WORK TO BE COMPLETED:
In the entries below, count each line where "bottom" appears. Give the total and nothing more.

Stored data
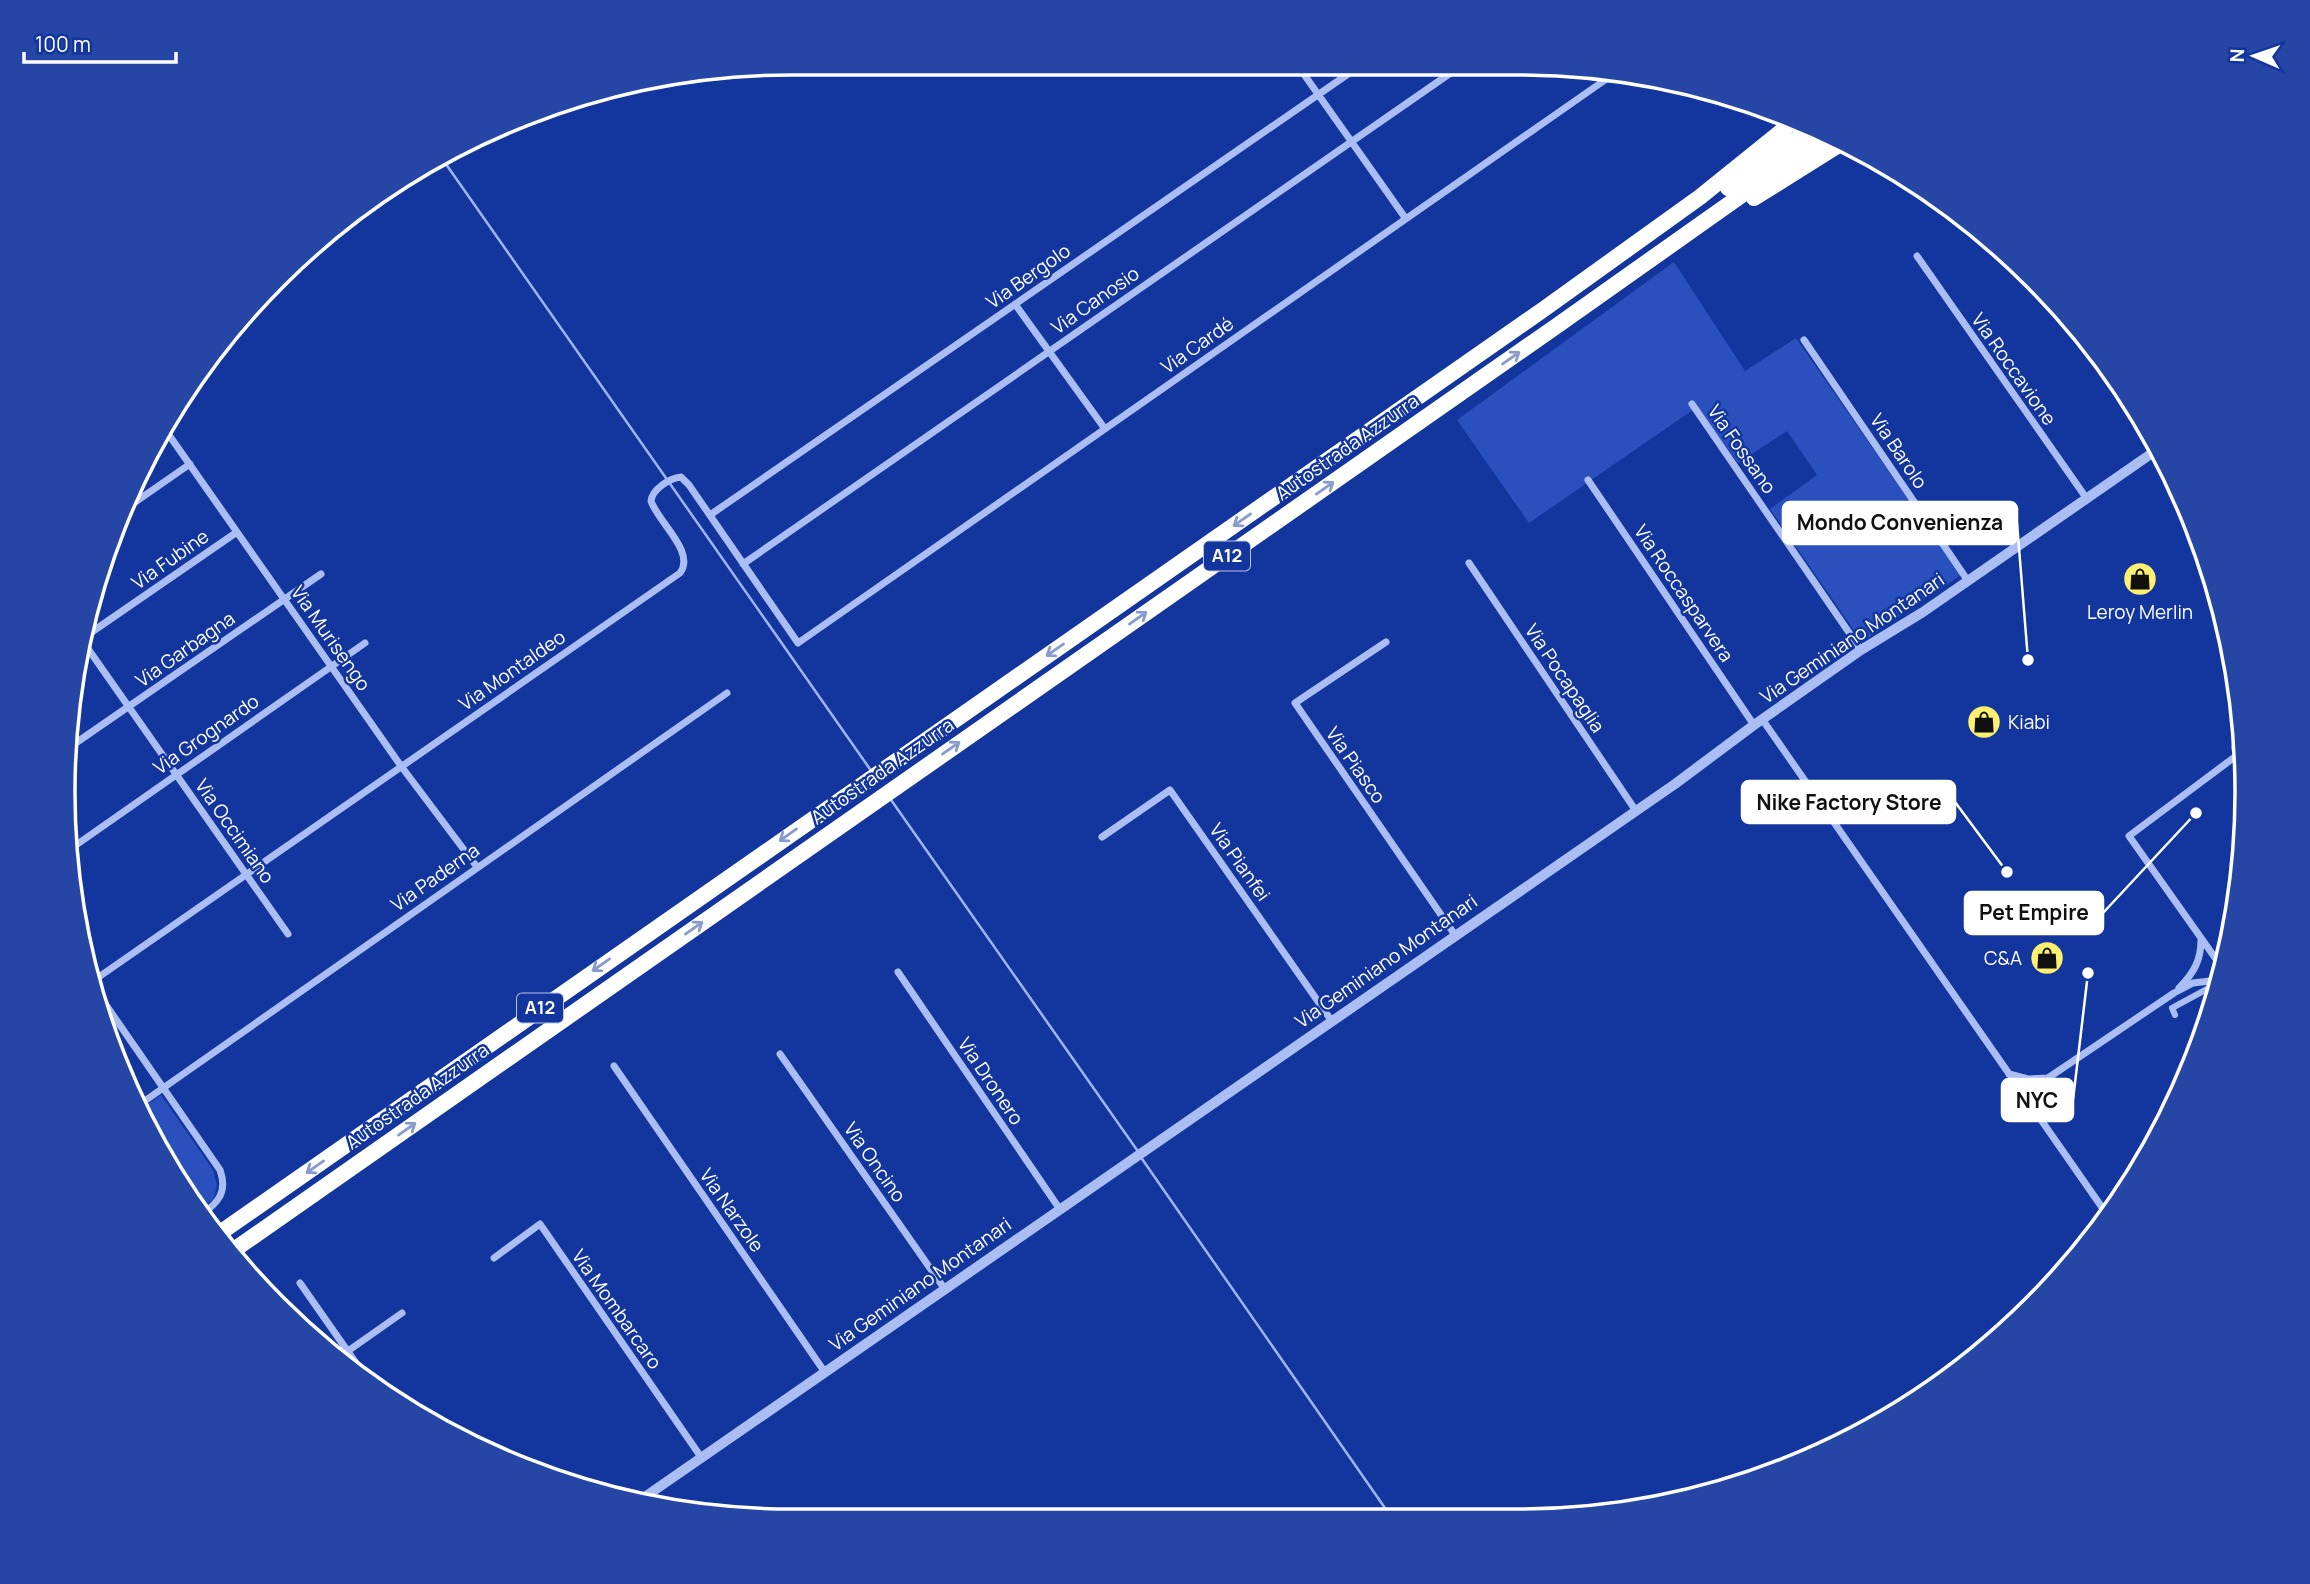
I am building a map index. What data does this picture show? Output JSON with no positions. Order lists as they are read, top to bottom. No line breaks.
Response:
{"streets":{"highway":["Autostrada Azzurra","A12"],"street":["Via Bergolo","Via Canosio","Via Cardé","Via Roccavione","Via Fossano","Via Barolo","Via Fubine","Via Roccasparvera","Via Murisengo","Via Geminiano Montanari","Via Garbagna","Via Montaldeo","Via Pocapaglia","Via Grognardo","Via Piasco","Via Occimiano","Via Pianfei","Via Paderna","Via Dronero","Via Oncino","Via Narzole","Via Mombarcaro"]},"crossings":[["Via Bergolo","Via Montaldeo"],["Via Canosio","Via Montaldeo"],["Via Cardé","Via Montaldeo"],["Via Roccavione","Via Geminiano Montanari"],["Via Fossano","Via Geminiano Montanari"],["Via Barolo","Via Geminiano Montanari"],["Via Fubine","Via Murisengo"],["Via Roccasparvera","Via Geminiano Montanari"],["Via Murisengo","Via Garbagna"],["Via Murisengo","Via Montaldeo"],["Via Murisengo","Via Grognardo"],["Via Murisengo","Via Paderna"],["Via Geminiano Montanari","Via Pocapaglia"],["Via Geminiano Montanari","Via Piasco"],["Via Geminiano Montanari","Via Pianfei"],["Via Geminiano Montanari","Via Dronero"],["Via Geminiano Montanari","Via Oncino"],["Via Geminiano Montanari","Via Narzole"],["Via Geminiano Montanari","Via Mombarcaro"],["Via Garbagna","Via Occimiano"],["Via Montaldeo","Via Occimiano"],["Via Grognardo","Via Occimiano"]],"places":{"shop":["Leroy Merlin","Kiabi","C&A"],"other":["Mondo Convenienza","Pet Empire","Nike Factory Store","NYC"]},"scale_bar":"100 m","north":"left"}
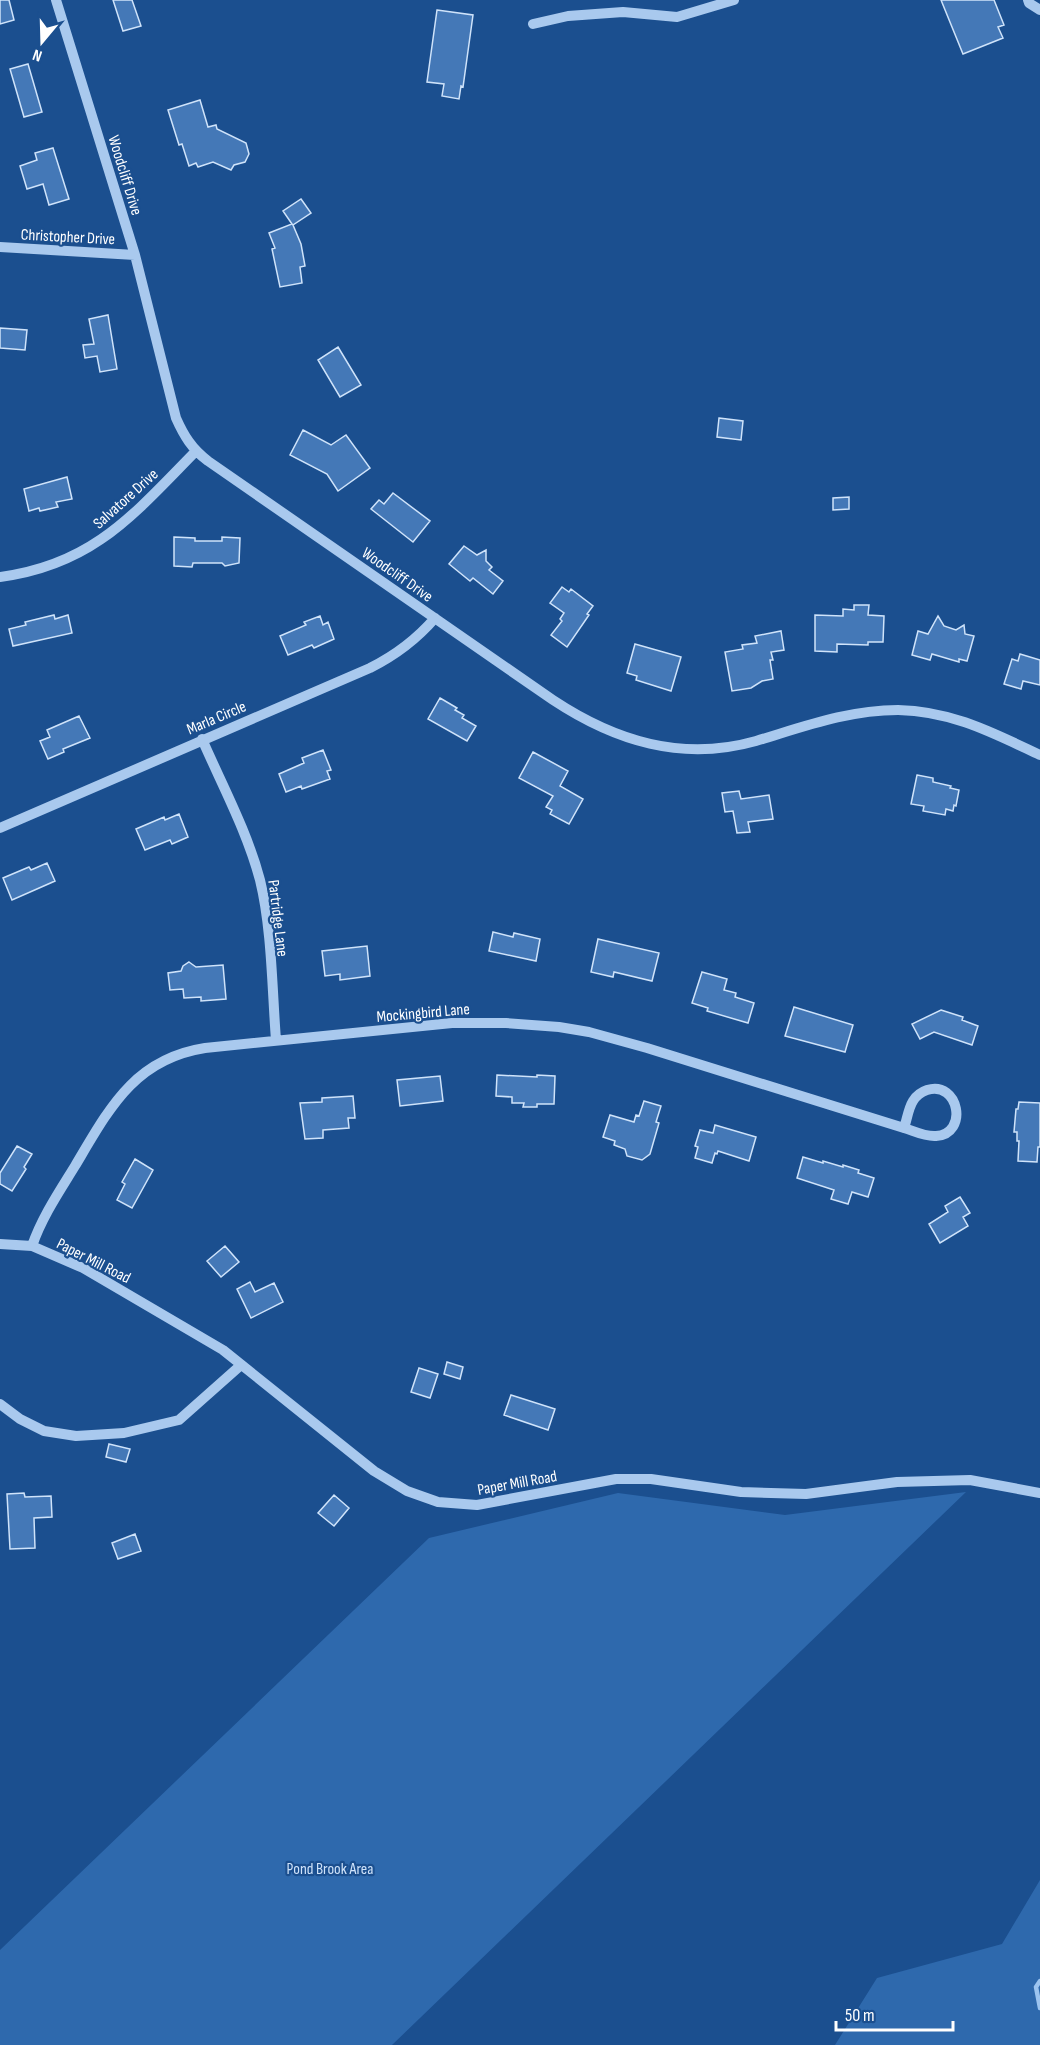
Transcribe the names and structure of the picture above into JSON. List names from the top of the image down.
{
  "streets": {
    "street": [
      "Woodcliff Drive",
      "Christopher Drive",
      "Salvatore Drive",
      "Marla Circle",
      "Partridge Lane",
      "Mockingbird Lane",
      "Paper Mill Road"
    ]
  },
  "crossings": [
    ["Woodcliff Drive", "Christopher Drive"],
    ["Woodcliff Drive", "Salvatore Drive"],
    ["Woodcliff Drive", "Marla Circle"],
    ["Marla Circle", "Partridge Lane"],
    ["Partridge Lane", "Mockingbird Lane"],
    ["Mockingbird Lane", "Paper Mill Road"]
  ],
  "parks": ["Pond Brook Area"],
  "scale_bar": "50 m",
  "north": "bottom"
}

TASK ANSWER:
2